As a little background info, any meat stock is made from the bones of an animal. And stock, as most of us know, is an excellent way to impart flavor in any dish — a great replacement for water in any dish. It’s an incredibly simple process of boiling the bones in water. If you add seasoning and salt, your stock is now a broth. The traditional French stock-making technique has you roast the bones before boiling and often covering the bones in tomato paste before roasting for an even richer flavor. Making your own stock is incredibly cost effective and, in my opinion, a sign of resourcefulness and know-how in the kitchen (which is funny, because it’s CRAZY easy).
The Thanksgiving turkey is a great stock-producer because, chances are, you’ve incorporated a whole lot of seasoning into that bird. I like to simply boil the carcass, add some veggies along with herbs and salt, strain the fat and voila!, you now have a delicious soup. And here’s the best part: all the meat that wasn’t removed before boiling? This is now the most tender, literally falling-off-the-bone piece of turkey that you will eat this year. It is so full of flavor, and guess what? There’s no need to share: with the crowd out of your house, you can enjoy those delicious remnants of the turkey all to yourself.

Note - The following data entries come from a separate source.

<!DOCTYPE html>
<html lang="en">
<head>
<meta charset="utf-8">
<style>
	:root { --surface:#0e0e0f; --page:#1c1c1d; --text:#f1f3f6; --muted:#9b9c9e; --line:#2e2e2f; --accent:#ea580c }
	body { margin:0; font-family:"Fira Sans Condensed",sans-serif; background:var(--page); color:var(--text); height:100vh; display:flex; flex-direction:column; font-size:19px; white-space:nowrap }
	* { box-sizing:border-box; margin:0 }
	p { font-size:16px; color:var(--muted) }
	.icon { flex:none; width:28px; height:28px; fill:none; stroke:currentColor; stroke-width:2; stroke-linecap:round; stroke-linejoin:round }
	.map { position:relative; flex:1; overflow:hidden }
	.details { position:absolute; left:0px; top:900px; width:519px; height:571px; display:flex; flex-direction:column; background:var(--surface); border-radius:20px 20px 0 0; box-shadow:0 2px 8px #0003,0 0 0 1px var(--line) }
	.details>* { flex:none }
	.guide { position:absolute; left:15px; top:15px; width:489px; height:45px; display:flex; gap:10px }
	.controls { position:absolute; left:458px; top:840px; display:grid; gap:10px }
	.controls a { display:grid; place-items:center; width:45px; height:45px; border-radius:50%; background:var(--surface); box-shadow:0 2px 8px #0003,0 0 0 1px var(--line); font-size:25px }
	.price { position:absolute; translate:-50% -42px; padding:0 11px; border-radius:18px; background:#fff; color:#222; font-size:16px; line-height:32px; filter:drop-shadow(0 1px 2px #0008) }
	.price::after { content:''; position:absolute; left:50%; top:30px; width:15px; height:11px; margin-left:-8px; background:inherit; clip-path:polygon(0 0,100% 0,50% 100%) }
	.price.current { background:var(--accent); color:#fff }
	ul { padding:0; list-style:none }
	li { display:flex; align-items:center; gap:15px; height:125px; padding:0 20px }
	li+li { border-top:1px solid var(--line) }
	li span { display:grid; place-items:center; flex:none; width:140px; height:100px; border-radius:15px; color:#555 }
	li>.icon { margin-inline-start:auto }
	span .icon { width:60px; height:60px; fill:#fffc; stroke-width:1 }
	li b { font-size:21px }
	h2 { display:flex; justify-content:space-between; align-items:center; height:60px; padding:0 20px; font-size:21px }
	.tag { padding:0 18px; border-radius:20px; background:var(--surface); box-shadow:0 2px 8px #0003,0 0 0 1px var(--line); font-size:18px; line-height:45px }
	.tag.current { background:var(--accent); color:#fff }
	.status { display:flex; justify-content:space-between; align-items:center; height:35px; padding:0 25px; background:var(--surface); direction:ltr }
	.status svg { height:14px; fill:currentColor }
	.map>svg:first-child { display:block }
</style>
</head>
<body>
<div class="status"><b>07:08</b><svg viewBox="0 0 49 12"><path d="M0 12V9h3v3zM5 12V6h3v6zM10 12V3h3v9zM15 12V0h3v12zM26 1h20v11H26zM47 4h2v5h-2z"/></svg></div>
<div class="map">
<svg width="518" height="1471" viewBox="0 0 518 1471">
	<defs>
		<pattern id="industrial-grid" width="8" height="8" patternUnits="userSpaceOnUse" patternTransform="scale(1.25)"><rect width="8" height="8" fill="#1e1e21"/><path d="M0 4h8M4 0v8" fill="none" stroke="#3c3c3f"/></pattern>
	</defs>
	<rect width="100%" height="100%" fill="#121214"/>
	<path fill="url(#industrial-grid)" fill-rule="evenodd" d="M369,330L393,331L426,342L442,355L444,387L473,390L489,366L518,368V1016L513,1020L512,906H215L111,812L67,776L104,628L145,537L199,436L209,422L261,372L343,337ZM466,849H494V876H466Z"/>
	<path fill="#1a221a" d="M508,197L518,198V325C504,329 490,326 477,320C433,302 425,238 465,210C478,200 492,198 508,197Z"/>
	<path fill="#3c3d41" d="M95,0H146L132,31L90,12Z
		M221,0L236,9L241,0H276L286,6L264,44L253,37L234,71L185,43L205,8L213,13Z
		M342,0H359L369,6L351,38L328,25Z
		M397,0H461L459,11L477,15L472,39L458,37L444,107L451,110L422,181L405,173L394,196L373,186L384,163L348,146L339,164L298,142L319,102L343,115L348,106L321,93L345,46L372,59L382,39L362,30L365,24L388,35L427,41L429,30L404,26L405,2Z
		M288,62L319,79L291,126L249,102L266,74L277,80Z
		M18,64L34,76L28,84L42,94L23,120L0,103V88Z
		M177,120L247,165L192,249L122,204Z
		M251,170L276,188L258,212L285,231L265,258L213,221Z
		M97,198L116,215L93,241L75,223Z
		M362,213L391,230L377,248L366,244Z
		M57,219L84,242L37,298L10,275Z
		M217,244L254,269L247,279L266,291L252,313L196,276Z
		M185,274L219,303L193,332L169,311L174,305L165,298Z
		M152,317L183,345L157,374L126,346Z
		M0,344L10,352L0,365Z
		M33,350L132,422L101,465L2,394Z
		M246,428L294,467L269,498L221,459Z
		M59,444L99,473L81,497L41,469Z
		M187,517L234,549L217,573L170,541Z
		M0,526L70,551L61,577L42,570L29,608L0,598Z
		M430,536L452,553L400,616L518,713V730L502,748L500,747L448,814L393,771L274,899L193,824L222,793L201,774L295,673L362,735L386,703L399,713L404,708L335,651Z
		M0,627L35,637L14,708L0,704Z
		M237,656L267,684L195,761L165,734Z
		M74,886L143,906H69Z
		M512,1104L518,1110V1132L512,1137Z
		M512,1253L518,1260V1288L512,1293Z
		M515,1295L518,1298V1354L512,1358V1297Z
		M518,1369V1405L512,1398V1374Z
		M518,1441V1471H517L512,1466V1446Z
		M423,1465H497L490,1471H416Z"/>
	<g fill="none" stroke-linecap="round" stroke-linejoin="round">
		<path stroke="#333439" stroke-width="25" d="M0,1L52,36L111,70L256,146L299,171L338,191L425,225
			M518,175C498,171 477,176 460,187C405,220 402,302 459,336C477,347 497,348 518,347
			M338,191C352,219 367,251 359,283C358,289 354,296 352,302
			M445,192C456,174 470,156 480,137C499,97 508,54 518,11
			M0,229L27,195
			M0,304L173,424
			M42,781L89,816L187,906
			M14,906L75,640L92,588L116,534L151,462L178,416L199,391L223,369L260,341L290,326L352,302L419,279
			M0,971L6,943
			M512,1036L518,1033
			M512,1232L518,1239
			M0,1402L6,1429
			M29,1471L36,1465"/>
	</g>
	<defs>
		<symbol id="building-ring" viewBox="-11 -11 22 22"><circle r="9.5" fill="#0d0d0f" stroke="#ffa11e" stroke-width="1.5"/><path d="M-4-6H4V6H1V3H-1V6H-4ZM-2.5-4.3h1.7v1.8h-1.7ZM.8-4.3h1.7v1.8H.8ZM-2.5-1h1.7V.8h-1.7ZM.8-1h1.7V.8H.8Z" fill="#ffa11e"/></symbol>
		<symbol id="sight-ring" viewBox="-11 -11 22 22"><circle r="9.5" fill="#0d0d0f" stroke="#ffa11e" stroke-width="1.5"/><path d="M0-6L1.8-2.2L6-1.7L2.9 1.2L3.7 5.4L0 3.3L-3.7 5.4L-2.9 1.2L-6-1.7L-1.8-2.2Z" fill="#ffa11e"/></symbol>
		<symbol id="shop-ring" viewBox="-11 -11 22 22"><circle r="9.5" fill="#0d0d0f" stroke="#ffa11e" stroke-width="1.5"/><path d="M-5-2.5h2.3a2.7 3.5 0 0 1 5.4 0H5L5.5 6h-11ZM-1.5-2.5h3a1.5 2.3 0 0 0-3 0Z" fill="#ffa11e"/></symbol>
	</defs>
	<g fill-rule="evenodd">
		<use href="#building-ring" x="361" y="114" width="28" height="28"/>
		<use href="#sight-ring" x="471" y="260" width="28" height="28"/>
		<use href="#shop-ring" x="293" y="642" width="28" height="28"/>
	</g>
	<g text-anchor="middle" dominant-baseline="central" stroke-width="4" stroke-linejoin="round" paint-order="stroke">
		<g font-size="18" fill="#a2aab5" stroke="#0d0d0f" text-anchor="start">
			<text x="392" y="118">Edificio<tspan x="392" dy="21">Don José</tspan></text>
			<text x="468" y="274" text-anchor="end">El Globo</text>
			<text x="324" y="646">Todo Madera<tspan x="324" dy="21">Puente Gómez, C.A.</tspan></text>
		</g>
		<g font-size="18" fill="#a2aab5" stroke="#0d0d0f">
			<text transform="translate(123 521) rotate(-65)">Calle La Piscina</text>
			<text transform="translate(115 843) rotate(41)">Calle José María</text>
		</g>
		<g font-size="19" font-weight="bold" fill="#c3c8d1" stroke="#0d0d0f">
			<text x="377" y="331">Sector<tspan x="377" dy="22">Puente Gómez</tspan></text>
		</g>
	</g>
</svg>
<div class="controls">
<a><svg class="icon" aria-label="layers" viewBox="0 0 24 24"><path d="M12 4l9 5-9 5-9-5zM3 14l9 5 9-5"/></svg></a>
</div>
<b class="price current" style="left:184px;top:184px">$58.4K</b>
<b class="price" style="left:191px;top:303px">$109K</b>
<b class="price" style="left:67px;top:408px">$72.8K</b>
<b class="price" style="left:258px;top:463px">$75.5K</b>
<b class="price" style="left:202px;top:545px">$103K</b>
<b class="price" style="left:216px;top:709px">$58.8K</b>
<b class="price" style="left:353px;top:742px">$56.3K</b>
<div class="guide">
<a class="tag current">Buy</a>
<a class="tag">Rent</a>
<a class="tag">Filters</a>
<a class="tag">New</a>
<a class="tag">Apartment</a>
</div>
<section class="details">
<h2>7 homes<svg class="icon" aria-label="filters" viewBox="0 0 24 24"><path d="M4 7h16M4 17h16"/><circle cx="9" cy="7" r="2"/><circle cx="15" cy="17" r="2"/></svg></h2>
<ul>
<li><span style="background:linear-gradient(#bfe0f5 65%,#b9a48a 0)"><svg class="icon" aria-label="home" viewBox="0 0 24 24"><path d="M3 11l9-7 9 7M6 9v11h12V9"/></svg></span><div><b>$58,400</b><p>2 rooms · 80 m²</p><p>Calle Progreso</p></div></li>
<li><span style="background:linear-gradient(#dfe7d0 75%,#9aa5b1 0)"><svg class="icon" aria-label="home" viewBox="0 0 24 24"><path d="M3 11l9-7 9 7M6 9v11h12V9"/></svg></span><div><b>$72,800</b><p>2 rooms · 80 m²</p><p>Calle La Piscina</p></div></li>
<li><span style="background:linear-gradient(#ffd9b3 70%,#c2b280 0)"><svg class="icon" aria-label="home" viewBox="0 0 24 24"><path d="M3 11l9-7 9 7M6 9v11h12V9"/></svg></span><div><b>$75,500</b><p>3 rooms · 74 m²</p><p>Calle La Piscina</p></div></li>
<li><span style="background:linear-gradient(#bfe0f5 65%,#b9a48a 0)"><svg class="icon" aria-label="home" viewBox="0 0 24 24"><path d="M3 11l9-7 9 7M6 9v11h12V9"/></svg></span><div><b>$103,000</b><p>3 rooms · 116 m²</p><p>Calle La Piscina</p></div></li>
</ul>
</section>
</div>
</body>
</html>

Here’s the quick stock-making process:
1. Remove as much meat from the carcass as possible.
2. Add the turkey to your largest stock pot, cover with water.
3. Add anything. I usually add:
- 2 onions, quarted
- a few cloves of garlic
- 2 carrots, quartered
- a bay leaf
- pinches of thyme and sage
- a pinch of salt and pepper
It’s important not to totally over-do the herbs. If you’re going to use this as a soup, then by all means, add away. But if you planning to use this as a stock in a totally different dish, say, in a curry, you may keep your seasoning low as these seasonings wouldn’t necessarily go in a curry.
4. Bring to a boil, then let simmer for about three to four hours. You’ll want to skim the top of the fat every hour or so.
5. Let cool, skim as much fat off top as possible. Store in either fridge or freezer until use. Enjoy!